But we reserve special condemnation for the perpetrators among them who are of sound mind and considerable intellect — those who should damn well know better.

A brilliant and frequent advocate before the U.S. Supreme Court and a former Texas solicitor general, Cruz knew exactly what he was doing, what he was risking and who he was inciting as he stood on the Senate floor Wednesday and passionately fed the farce of election fraud even as a seething crowd of believers was being whipped up by President Trump a short distance away.

I will note that in 2012, the Chronicle endorsed Ted Cruz in his first campaign for U.S. Senate. Then in 2018, the newspaper endorsed Beto O’Rourke. The reason at the time for the switch was that Cruz went to Washington, D.C., and focused more on his own political ambitions than the needs of his constituents in Texas. This is a criticism of Cruz that is heard frequently from both Democrats and Republicans. I’ve voiced such complaints myself. Once a strong supporter of Cruz, after he ran for president after only a brief time in the Senate in his first term in office, it became clear that his goal was a presidential one, using the Senate as his springboard. As a supporter, I wanted him in the Senate, then hopefully one day on the Supreme Court.

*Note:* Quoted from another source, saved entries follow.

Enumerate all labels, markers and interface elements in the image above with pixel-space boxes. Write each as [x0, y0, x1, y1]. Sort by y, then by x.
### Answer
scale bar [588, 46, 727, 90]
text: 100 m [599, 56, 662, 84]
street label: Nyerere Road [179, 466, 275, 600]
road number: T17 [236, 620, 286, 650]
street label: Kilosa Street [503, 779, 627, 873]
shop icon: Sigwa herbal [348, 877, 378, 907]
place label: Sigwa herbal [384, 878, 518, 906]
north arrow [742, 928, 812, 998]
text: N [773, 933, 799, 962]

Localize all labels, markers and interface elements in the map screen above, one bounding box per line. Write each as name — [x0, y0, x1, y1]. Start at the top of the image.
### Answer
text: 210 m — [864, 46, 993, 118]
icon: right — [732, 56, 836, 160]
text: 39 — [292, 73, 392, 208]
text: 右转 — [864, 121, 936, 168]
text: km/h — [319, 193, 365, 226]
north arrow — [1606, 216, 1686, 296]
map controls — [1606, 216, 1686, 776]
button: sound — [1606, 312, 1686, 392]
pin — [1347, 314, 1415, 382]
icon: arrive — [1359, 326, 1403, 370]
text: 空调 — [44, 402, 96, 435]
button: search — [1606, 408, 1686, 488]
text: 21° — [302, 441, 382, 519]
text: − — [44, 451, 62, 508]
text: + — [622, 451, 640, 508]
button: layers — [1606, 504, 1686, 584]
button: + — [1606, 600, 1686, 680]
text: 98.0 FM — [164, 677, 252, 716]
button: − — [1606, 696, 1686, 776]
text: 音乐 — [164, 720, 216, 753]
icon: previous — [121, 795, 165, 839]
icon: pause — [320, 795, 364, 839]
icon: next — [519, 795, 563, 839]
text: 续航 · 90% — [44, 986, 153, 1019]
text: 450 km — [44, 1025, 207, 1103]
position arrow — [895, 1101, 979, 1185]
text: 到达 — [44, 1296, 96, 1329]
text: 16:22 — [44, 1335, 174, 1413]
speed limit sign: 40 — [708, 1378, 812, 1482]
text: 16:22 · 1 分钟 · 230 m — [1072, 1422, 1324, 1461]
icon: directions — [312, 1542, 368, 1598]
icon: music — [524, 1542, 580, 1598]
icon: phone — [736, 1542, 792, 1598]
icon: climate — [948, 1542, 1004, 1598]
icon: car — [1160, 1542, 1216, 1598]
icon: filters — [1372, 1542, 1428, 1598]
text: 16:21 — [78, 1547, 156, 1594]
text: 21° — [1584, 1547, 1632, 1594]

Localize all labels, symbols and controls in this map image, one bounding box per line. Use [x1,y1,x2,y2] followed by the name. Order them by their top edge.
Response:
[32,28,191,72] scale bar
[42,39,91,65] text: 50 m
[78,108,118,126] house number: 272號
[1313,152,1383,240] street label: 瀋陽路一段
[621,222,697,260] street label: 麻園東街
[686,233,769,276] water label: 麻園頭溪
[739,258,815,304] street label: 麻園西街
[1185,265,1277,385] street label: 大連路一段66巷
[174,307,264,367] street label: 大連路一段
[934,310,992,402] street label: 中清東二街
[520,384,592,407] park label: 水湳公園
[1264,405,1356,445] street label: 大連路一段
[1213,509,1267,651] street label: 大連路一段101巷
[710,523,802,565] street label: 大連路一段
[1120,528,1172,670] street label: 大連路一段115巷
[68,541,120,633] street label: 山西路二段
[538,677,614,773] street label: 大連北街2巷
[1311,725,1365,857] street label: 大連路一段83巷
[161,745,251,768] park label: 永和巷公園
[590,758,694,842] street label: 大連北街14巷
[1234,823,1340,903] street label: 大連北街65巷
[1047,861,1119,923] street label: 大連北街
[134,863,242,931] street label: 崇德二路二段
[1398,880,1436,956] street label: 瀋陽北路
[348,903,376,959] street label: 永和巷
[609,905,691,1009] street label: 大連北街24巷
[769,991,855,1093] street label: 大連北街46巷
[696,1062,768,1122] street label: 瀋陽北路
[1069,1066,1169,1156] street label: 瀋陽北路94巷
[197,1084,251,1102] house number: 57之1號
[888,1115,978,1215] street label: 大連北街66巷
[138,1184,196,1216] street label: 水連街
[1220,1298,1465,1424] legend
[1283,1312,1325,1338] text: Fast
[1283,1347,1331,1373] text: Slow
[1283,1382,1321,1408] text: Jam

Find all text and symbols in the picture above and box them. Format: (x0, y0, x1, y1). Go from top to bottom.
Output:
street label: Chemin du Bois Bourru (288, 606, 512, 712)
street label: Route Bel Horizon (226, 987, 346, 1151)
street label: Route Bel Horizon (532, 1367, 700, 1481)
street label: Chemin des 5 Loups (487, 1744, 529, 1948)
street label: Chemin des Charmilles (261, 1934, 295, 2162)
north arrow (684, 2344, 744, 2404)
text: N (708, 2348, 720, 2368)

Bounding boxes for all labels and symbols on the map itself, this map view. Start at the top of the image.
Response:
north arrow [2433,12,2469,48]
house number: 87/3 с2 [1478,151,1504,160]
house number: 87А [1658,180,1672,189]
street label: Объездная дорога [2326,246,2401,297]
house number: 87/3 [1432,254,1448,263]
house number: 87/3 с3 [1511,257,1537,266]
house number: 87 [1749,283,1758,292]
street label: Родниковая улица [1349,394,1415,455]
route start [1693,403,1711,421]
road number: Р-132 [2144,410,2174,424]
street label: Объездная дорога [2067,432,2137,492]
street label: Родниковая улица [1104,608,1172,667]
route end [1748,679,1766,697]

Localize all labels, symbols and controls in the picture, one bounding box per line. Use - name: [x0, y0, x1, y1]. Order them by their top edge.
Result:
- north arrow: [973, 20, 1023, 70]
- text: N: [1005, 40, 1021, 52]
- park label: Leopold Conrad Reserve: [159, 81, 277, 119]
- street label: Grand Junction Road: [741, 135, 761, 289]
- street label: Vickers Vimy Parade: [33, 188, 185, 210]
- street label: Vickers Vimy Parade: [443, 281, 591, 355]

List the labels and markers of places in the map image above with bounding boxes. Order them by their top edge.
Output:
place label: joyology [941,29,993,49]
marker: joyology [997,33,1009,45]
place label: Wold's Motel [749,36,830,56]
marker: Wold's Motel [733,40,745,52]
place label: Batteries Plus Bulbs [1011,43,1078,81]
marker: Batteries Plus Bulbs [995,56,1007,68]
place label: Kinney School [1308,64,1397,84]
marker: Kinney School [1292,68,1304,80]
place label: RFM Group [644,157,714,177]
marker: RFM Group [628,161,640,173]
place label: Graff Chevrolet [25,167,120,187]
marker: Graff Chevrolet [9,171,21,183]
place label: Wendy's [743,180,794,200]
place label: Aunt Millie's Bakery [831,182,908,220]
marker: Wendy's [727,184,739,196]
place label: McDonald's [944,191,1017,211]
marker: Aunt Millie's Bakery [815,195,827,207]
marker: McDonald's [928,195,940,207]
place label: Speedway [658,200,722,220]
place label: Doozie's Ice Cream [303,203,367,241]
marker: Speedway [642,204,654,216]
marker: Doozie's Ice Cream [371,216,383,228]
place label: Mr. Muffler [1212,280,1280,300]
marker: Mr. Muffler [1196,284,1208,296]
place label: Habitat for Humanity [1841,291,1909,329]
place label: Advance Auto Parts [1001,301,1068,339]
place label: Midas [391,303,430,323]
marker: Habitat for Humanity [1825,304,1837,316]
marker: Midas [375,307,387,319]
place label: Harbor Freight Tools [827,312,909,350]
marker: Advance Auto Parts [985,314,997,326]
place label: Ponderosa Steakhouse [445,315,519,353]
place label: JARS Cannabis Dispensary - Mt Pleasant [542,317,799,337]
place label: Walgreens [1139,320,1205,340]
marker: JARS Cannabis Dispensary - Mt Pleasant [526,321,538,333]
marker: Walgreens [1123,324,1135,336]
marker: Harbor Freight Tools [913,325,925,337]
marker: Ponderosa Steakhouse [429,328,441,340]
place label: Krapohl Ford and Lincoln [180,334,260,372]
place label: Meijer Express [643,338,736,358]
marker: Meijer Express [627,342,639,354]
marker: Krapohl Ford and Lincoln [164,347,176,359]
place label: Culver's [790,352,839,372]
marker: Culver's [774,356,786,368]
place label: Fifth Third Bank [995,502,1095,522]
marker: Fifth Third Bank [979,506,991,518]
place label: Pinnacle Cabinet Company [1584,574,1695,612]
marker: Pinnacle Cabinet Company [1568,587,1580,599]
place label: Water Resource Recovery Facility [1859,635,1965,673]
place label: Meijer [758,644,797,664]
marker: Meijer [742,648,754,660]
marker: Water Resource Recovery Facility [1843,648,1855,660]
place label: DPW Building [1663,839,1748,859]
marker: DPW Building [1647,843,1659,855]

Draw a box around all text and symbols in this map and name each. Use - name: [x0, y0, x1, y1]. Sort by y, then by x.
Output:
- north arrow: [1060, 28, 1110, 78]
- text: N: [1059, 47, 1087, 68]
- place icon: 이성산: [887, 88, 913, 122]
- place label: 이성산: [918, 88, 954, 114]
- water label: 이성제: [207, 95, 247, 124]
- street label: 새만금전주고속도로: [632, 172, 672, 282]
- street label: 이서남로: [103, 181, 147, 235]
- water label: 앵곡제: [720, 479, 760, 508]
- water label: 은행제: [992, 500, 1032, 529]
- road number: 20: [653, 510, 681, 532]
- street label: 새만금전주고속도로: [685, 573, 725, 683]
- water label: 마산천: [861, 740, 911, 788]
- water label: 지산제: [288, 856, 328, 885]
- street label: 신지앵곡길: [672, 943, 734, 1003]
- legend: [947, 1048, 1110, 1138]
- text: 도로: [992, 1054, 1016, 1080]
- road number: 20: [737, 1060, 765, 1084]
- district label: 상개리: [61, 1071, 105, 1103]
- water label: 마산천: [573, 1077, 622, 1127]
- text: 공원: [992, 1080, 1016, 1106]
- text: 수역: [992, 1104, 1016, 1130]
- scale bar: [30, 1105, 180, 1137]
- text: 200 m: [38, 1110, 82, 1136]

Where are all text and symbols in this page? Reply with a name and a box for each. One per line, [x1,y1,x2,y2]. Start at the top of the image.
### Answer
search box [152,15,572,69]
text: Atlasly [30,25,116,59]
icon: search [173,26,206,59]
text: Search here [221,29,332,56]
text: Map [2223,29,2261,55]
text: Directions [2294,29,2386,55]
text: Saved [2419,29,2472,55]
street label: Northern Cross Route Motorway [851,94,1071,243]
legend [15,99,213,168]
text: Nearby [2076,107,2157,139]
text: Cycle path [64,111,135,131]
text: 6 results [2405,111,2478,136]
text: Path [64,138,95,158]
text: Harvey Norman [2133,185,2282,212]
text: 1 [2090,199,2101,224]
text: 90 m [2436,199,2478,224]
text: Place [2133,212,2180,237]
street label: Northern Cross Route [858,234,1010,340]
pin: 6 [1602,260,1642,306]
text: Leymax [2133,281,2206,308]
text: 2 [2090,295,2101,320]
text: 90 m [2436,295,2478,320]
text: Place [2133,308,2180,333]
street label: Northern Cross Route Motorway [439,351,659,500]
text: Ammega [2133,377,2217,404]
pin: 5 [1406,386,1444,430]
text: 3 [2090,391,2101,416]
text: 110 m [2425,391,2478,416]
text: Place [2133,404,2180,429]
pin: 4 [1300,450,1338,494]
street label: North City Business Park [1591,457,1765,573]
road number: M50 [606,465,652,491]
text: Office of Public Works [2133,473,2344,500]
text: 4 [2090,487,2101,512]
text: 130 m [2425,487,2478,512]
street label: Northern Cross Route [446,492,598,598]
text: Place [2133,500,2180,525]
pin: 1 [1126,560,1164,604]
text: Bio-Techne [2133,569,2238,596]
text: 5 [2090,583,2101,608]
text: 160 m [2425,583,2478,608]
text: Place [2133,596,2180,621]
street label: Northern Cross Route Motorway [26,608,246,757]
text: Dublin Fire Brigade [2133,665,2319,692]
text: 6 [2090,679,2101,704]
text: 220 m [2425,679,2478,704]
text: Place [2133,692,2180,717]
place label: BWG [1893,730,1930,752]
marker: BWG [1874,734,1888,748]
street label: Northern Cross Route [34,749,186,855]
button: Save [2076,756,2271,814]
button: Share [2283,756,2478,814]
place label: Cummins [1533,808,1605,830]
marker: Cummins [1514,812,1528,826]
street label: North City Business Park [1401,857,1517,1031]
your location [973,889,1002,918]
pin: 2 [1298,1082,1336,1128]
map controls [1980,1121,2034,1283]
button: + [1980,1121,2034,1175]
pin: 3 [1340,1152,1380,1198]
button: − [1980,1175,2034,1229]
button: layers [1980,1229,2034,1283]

So, the editorial wasn’t a complete surprise. It isn’t often I agree with the political opinions coming from the Houston Chronicle but this time the paper is right – Cruz knew better than to encourage Trump supporters to believe that the votes of the electors could be changed in favor of President Trump. Cruz is a constitutional scholar. The pressure put on Vice-President Pence, who endorsed Cruz over Trump in the 2016 GOP primary, to not accept the electors’ votes and not certify the election was a political stunt. Trump’s most loyal and passionate supporters held on to hope that Senators Hawley and Cruz could save Trump’s re-election and secure a second term for him. That was never going to happen and both Hawley and Cruz knew it all along. They were doing this to lay the groundwork for their own future presidential campaigns, to court Trump voters.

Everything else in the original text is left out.